Du côté des lices, le plus grand nombre d'assaillants ricanants s'acharnaient à scinder les vaillants combattants de leur courageuse Capitaine. Enfin, on réussit à tasser Niac archarnée, valeureux Louis et autres soldats à lame fine, ainsi qu'un seul Asiac sur qui on devait se mettre à plusieurs pour lui limiter le coup d'épée qu'il avait vif et ma foi, dangereux. Un chemin s'ouvrit devant la Régente Savoyarde qui se trouva, bref moment, face au clou du spectacle.

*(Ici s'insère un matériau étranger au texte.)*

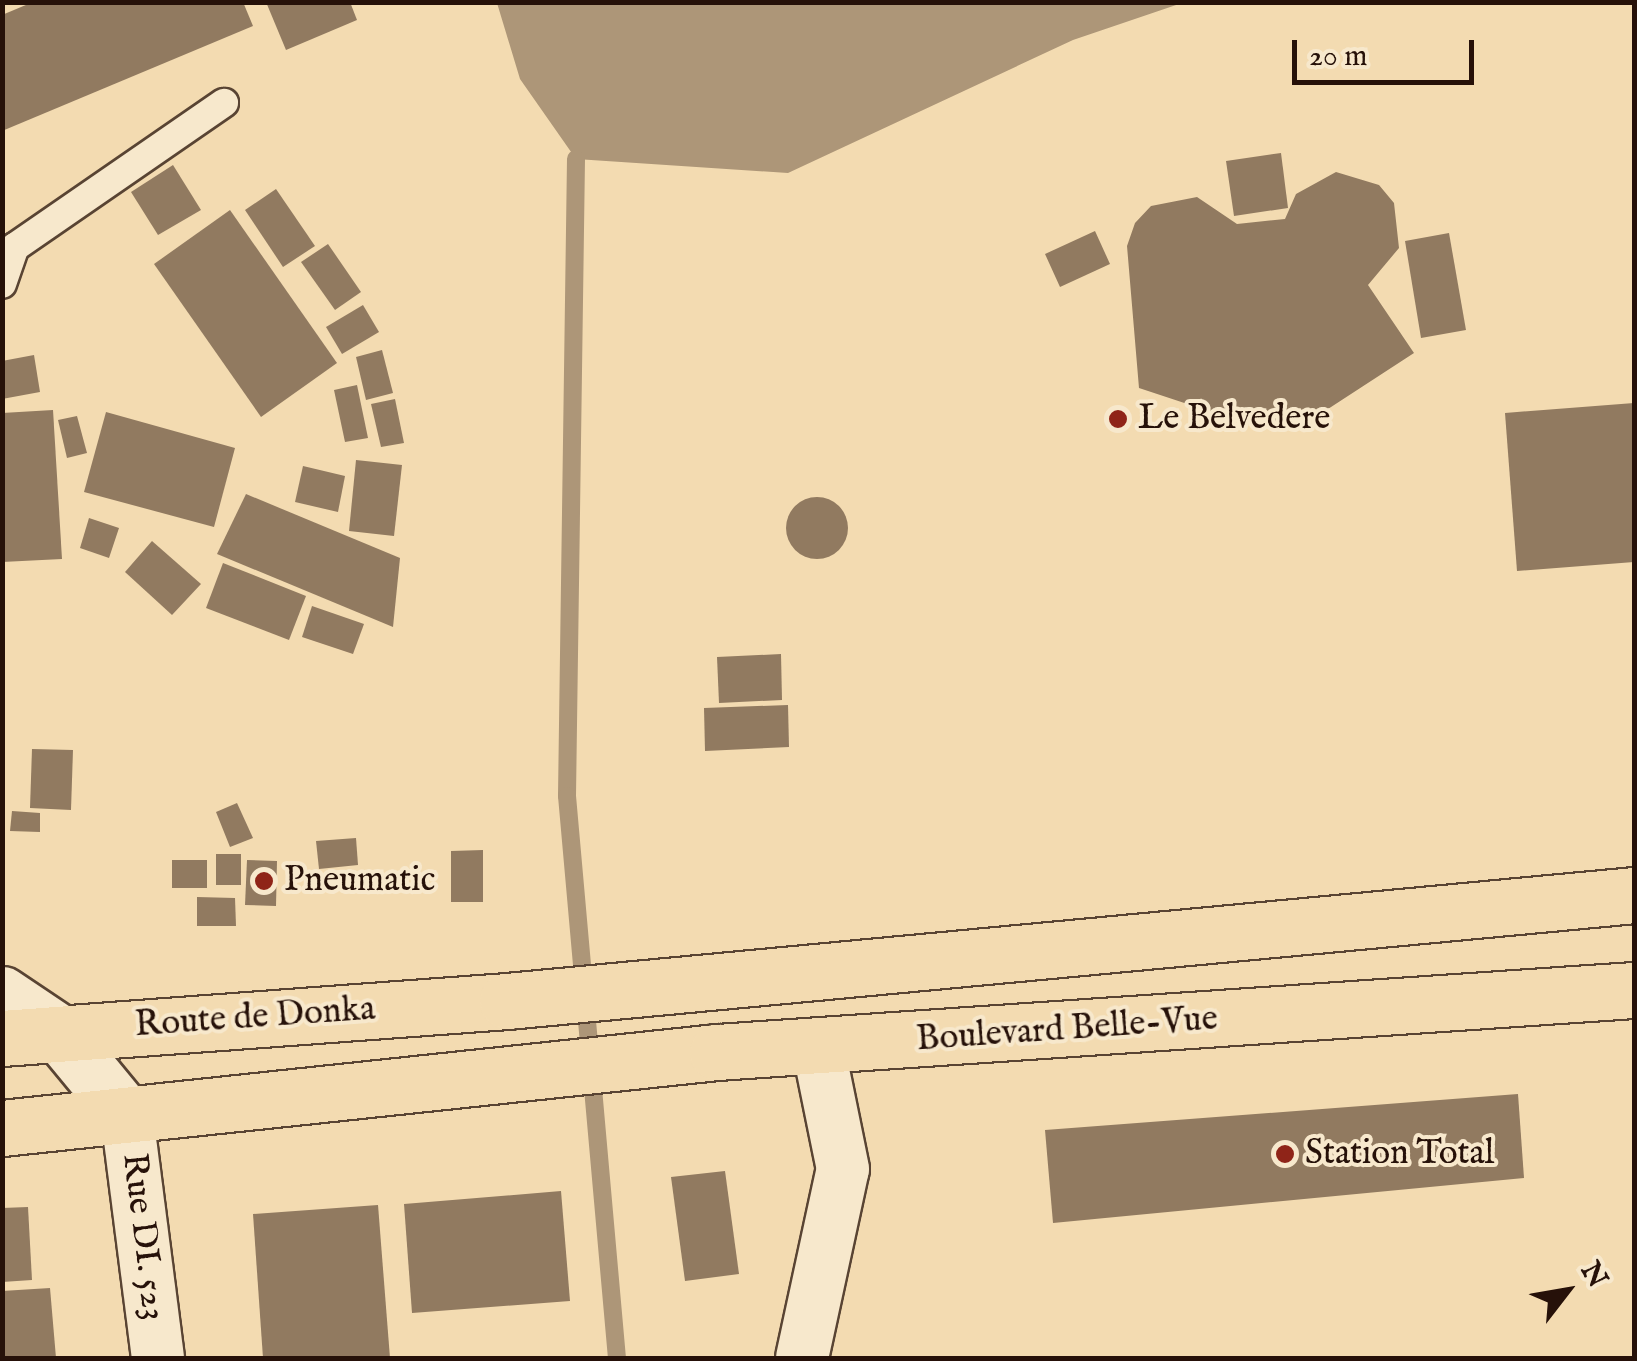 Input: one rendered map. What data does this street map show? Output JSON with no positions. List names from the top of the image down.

Sous ses toges noirs trop petites pour ce qu'elles contenaient, on voyait les muscles saillir. Une masse d'engrenages corporels impressionnants, le genre de chose qu'on ne voit point souvent. Il était grand, très grand, énormément haut. Ses épaules tenaient la comparaison, sur le sens large de la largeur. Un clairon doré au ceinturon, une longue épée bâtarde qu'il tenait d'une seule de ces pattes d'ours, on l'imaginait bien le chef des envahisseurs. On pouvait, qu'à le voir ainsi, songer aux colères terribles que cette créature pouvait engendrer, il était colère, la Ire elle-même. Un gaillard inimaginable et très vrai. Enfin, dur de confirmer sous ses parures noires si c'était un homme ou une femme, mais on pouvait tout de même tenter de deviner. Un colosse. Colossal. Et pas qu'un peu.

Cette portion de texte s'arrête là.